The scanners — installed at Delhi, Mumbai, Hyderabad, Bangalore, Chennai, Ahmedabad and Kochi airports — were procured in 2010 at a cost of Rs 2 crore per unit and continue to remain in service. They "failed" the tests conducted in July-August 2011, after which security agencies introduced manual verification of images of every bag produced by the scanner about six months ago as an interim measure until the row over the machines' capabilities is resolved.
The scanners are called in-line baggage inspection systems as they scan bags that go into the cargo hold of the aircraft after passengers check in and hand over their luggage to the airline.
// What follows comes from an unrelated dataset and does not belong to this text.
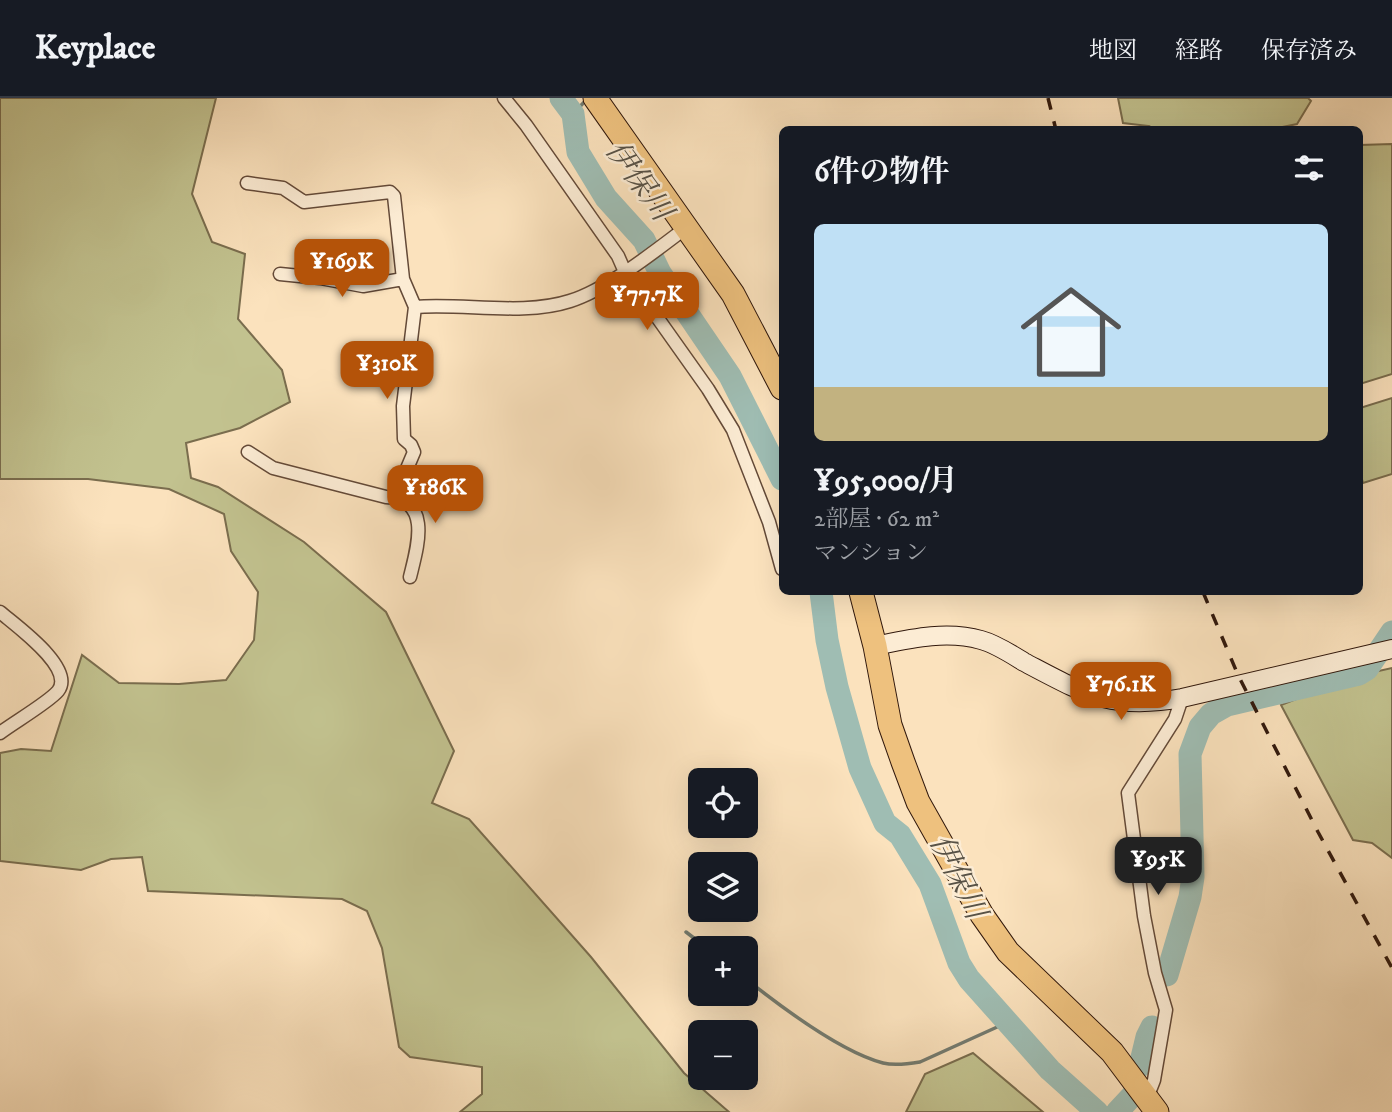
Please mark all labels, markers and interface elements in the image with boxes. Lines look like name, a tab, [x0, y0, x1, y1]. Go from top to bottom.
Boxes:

They use x-ray imaging and "automatic intelligence" to verify the contents of bags and determine whether they include explosives. While the scanners at Mumbai airport were supplied by Rapiscan Systems, the machines at the other six airports were supplied by Smiths Detection, both leading international firms.
During the tests, security sources said that a technological specification committee of officials from the IB, RAW, SPG, NSG, BCAS and the civil aviation ministry passed bags containing 500 gm of six kinds of explosives, including PETN and ammonium nitrate, as well as IEDs through these systems. The scanners did not flag any of these bags as suspicious, the sources said.
Following this, the security agencies asked the manufacturers to fix the scanners or share their software details to help recalibrate them and make them compatible with BCAS specifications. But the manufacturers refused to share such details and blamed the agencies for their poor testing skills, the sources said.